SUPPLIED MATERIAL:

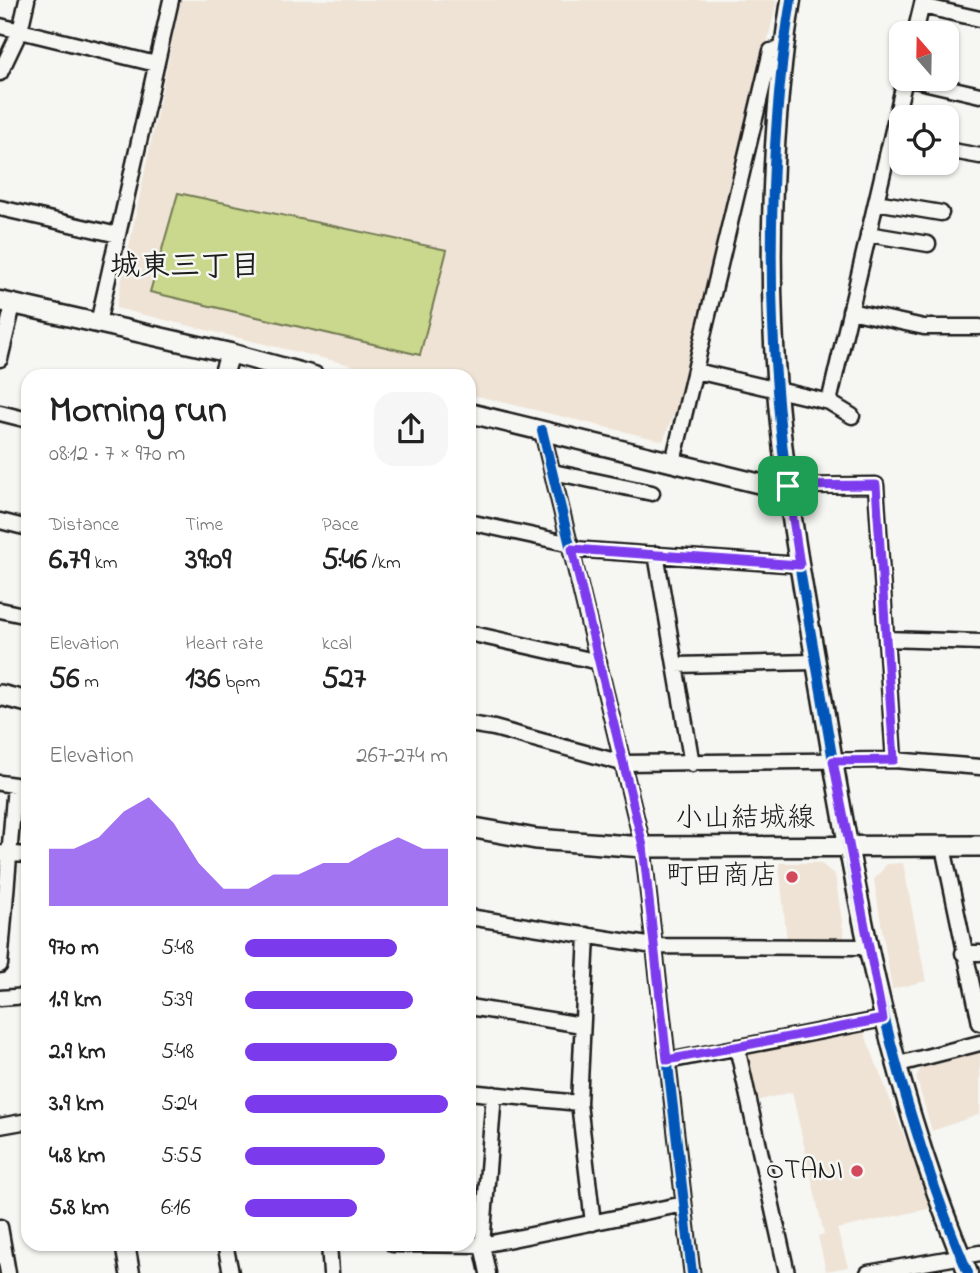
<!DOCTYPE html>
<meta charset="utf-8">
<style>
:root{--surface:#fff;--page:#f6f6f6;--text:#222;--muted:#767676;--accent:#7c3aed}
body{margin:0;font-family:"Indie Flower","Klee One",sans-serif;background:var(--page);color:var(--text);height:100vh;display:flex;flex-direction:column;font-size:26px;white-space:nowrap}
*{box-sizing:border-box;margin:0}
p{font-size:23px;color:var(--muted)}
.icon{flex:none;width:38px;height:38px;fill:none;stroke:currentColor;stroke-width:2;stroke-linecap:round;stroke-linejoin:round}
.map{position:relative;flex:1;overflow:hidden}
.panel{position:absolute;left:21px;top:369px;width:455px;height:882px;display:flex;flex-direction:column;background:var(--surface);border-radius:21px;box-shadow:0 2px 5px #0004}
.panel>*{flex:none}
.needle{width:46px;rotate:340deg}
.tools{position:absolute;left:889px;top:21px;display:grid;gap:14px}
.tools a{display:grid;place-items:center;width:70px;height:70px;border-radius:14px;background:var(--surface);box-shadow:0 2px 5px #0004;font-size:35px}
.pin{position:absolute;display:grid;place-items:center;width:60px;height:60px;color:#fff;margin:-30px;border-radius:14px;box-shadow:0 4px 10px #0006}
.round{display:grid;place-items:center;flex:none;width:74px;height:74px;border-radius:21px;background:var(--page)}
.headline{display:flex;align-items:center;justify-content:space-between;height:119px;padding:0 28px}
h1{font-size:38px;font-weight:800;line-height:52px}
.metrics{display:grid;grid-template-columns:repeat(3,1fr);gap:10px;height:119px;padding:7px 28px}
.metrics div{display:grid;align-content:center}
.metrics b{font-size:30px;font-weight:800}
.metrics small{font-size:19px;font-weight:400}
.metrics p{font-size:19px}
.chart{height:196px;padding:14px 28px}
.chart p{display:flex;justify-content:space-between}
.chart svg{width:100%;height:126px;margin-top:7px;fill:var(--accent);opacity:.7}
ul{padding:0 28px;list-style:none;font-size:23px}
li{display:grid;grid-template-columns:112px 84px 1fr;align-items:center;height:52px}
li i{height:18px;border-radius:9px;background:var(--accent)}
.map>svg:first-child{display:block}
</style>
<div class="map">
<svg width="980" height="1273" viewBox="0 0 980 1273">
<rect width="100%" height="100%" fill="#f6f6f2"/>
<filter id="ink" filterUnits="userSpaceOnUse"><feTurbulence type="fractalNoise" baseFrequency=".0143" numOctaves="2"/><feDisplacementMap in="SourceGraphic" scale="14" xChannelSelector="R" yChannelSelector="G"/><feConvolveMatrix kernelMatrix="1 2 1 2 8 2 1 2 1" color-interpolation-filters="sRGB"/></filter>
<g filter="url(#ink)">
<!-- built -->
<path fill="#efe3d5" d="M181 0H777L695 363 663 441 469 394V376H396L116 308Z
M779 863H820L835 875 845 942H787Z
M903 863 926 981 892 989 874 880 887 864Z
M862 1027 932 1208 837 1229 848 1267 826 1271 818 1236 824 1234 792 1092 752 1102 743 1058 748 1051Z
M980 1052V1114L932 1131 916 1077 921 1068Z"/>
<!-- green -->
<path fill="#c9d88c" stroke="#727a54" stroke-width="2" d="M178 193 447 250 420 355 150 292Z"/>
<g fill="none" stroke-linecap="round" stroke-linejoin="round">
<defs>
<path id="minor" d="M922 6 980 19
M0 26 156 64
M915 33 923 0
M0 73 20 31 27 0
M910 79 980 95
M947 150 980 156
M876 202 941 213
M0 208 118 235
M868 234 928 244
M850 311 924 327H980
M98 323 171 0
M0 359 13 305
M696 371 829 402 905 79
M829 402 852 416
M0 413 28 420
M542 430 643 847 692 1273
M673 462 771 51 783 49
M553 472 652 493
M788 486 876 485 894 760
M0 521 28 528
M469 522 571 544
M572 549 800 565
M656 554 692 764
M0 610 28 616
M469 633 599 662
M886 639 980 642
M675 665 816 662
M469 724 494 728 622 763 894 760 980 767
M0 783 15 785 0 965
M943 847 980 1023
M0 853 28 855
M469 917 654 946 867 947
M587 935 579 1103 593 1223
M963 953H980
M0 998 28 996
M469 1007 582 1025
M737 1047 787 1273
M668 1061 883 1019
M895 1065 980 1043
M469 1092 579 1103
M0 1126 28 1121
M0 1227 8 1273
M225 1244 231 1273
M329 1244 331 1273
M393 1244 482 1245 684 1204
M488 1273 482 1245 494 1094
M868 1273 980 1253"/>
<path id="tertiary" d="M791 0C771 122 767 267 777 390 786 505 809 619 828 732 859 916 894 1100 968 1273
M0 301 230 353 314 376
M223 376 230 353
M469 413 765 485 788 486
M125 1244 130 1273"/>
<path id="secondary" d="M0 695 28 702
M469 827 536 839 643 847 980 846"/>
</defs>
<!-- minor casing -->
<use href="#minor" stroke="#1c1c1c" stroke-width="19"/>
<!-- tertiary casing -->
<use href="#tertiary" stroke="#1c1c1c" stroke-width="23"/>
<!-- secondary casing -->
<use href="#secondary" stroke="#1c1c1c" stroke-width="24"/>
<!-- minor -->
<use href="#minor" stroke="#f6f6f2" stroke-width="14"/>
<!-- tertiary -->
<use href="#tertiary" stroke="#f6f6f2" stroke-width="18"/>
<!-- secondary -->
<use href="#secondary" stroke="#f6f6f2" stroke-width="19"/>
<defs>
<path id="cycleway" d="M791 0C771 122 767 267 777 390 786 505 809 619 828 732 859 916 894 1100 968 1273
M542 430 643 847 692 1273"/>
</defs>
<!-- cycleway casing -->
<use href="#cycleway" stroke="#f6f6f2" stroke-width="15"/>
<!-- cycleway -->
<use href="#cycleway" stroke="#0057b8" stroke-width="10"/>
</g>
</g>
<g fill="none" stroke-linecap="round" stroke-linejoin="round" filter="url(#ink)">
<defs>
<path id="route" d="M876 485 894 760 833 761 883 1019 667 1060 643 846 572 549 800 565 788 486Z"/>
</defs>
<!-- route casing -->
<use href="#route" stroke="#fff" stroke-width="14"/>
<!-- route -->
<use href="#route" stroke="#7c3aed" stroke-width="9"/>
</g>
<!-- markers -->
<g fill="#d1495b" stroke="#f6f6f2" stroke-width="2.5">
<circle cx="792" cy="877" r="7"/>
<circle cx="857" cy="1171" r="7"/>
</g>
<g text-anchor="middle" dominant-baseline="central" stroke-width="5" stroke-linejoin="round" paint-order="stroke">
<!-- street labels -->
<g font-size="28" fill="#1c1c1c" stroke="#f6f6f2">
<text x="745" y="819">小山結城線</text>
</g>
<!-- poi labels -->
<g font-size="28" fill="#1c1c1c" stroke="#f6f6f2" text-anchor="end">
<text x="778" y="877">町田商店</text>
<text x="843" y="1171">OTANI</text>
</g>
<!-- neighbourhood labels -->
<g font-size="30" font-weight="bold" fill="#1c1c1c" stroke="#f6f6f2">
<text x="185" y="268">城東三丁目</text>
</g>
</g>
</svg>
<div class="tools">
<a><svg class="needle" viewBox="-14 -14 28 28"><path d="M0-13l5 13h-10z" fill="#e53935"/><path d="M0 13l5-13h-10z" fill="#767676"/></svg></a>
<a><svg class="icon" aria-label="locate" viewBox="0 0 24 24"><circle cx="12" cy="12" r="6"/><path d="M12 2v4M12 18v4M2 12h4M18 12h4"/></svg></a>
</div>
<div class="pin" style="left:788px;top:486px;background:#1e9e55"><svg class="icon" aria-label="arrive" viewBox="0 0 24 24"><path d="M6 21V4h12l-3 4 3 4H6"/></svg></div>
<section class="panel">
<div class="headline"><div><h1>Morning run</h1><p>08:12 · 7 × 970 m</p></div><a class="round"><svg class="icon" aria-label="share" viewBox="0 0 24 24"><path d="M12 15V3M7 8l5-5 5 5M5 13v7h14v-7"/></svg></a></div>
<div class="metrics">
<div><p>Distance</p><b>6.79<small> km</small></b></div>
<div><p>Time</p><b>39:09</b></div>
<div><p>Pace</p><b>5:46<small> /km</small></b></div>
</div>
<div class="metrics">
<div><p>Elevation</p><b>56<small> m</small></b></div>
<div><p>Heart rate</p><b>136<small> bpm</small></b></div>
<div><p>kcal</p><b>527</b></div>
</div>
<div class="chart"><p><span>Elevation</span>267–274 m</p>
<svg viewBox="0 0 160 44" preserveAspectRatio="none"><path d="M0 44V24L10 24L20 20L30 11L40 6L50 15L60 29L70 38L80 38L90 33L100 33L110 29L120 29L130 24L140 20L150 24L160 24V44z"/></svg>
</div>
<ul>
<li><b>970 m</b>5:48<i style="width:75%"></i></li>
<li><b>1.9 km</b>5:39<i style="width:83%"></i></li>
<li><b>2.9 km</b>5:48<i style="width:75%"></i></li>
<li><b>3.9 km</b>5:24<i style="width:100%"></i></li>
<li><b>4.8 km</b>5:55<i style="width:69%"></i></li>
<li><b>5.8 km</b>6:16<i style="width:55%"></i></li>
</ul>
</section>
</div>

WORK REQUEST: Keep only the lines of the listing that contain the word "position", and copy them.

PROBLEM SOLUTION:
.map{position:relative;flex:1;overflow:hidden}
.panel{position:absolute;left:21px;top:369px;width:455px;height:882px;display:flex;flex-direction:column;background:var(--surface);border-radius:21px;box-shadow:0 2px 5px #0004}
.tools{position:absolute;left:889px;top:21px;display:grid;gap:14px}
.pin{position:absolute;display:grid;place-items:center;width:60px;height:60px;color:#fff;margin:-30px;border-radius:14px;box-shadow:0 4px 10px #0006}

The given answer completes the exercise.